This may be a silly question, but I am interested if using metagenome assembly and binning is a valid method of determining if a sample contains a mixture of species. Similarly, can metagenomics be used to identify and remove contamination from a single genome?
For some background, I was recently asked to assemble bacterial genomes from five samples sequenced on Illumina MiSeq. I was told that these samples were pure, so I ran the raw reads through a quick de novo draft genome assembly pipeline: BBDuk for adapter removal and quality filtering > SPAdes in “isolate” mode > Quast and lineage-specific CheckM. It seemed that the draft genomes were of okay quality.

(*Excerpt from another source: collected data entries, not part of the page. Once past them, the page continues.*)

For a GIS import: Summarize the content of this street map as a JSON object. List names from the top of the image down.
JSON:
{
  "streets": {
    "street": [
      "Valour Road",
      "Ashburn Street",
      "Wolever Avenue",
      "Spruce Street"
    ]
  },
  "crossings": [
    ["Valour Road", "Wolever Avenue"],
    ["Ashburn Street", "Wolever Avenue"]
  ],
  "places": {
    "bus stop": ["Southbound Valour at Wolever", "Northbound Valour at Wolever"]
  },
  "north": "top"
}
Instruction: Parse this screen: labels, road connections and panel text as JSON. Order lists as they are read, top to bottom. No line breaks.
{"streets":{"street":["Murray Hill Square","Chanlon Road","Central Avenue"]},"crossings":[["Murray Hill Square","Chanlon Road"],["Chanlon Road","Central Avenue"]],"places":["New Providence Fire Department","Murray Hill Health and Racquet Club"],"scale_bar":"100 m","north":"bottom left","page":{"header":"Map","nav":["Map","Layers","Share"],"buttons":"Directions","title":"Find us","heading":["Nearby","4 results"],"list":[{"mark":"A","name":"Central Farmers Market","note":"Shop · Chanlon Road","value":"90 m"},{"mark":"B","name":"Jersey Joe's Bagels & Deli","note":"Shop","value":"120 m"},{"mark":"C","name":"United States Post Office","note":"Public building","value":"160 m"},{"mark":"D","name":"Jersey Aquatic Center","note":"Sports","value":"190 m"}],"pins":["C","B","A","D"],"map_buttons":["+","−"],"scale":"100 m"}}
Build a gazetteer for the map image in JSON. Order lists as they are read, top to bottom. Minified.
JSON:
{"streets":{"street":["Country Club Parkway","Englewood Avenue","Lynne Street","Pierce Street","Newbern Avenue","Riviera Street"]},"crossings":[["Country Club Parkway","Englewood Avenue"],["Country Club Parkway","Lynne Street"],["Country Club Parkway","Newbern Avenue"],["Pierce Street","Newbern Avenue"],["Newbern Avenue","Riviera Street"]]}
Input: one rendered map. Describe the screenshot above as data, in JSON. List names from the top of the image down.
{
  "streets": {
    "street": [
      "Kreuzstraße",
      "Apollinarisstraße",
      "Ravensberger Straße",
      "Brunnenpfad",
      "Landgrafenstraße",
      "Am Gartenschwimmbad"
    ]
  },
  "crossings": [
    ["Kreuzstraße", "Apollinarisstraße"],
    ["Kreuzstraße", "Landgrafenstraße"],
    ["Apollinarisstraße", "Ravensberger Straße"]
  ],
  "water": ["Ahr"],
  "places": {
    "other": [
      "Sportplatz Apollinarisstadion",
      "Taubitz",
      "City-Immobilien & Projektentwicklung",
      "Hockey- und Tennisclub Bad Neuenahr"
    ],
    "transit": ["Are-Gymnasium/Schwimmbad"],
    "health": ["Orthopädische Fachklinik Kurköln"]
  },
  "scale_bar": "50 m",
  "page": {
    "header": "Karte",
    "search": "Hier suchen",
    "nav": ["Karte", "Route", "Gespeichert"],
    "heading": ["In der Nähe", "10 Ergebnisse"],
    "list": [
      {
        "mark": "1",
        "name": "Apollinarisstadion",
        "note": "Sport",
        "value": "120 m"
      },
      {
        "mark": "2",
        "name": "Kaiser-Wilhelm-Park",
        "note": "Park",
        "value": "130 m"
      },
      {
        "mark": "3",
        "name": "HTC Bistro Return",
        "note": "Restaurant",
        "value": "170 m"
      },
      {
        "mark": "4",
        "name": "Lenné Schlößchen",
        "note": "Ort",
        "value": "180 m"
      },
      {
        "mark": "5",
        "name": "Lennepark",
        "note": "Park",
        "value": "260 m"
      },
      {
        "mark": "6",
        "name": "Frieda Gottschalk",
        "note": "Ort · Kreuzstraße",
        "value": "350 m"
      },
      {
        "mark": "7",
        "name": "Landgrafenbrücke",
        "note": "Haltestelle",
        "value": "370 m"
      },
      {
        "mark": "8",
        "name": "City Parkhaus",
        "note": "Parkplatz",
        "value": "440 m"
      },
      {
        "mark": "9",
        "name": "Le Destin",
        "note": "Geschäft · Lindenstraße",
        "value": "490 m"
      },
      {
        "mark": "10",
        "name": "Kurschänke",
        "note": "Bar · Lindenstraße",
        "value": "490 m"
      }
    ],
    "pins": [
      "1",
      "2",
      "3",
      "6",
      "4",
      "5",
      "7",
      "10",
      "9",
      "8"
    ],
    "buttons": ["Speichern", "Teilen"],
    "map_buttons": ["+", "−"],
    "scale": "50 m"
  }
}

However, I was a bit concerned by the level of contamination. I was later told that that the five samples were actually enrichments of a specific genus of bacteria from an environmental sample; there was therefore no guarantee that each sample contained only a single species. I also learned that additional Illumina sequencing had been conducted on other passages from the original 5 samples, and in some of these runs less than 50% of the reads mapped to the draft genomes I had generated.
This all led me to suspect that the original samples could contain a mixture of species, but I didn’t have access to reference genomes and therefore couldn’t use something like BBSplit to parse the raw reads. I thought that if the samples were mixed species then metagenome assembly and binning could generate MAGs for each species in the sample. So I ran the following pipeline on the reads from the original 5 samples: BBDuk with the same parameters as before > MetaSPAdes > MetaQuast > MetaBAT2, MaxBin2, and CONCOCT for binning > DAS Tool for optimizing bins > Quast and lineage-specific CheckM. For each sample, MetaQuast BLASTn identified two references: a species belonging to the enriched genus and a genome of Streptococcus pneumoniae. However, none of the contigs in any sample aligned to S. pneumoniae. DAS Tool identified only a single bin for each sample, and these bins had >98% ANI to the corresponding original draft genomes. Quast indicated that the bins generally had fewer contigs than the corresponding original draft genomes, and I assume that this explains the majority of the differences in total length, GC content, etc. CheckM found that for most of the samples, the bins had slightly lower completeness and slightly lower contamination.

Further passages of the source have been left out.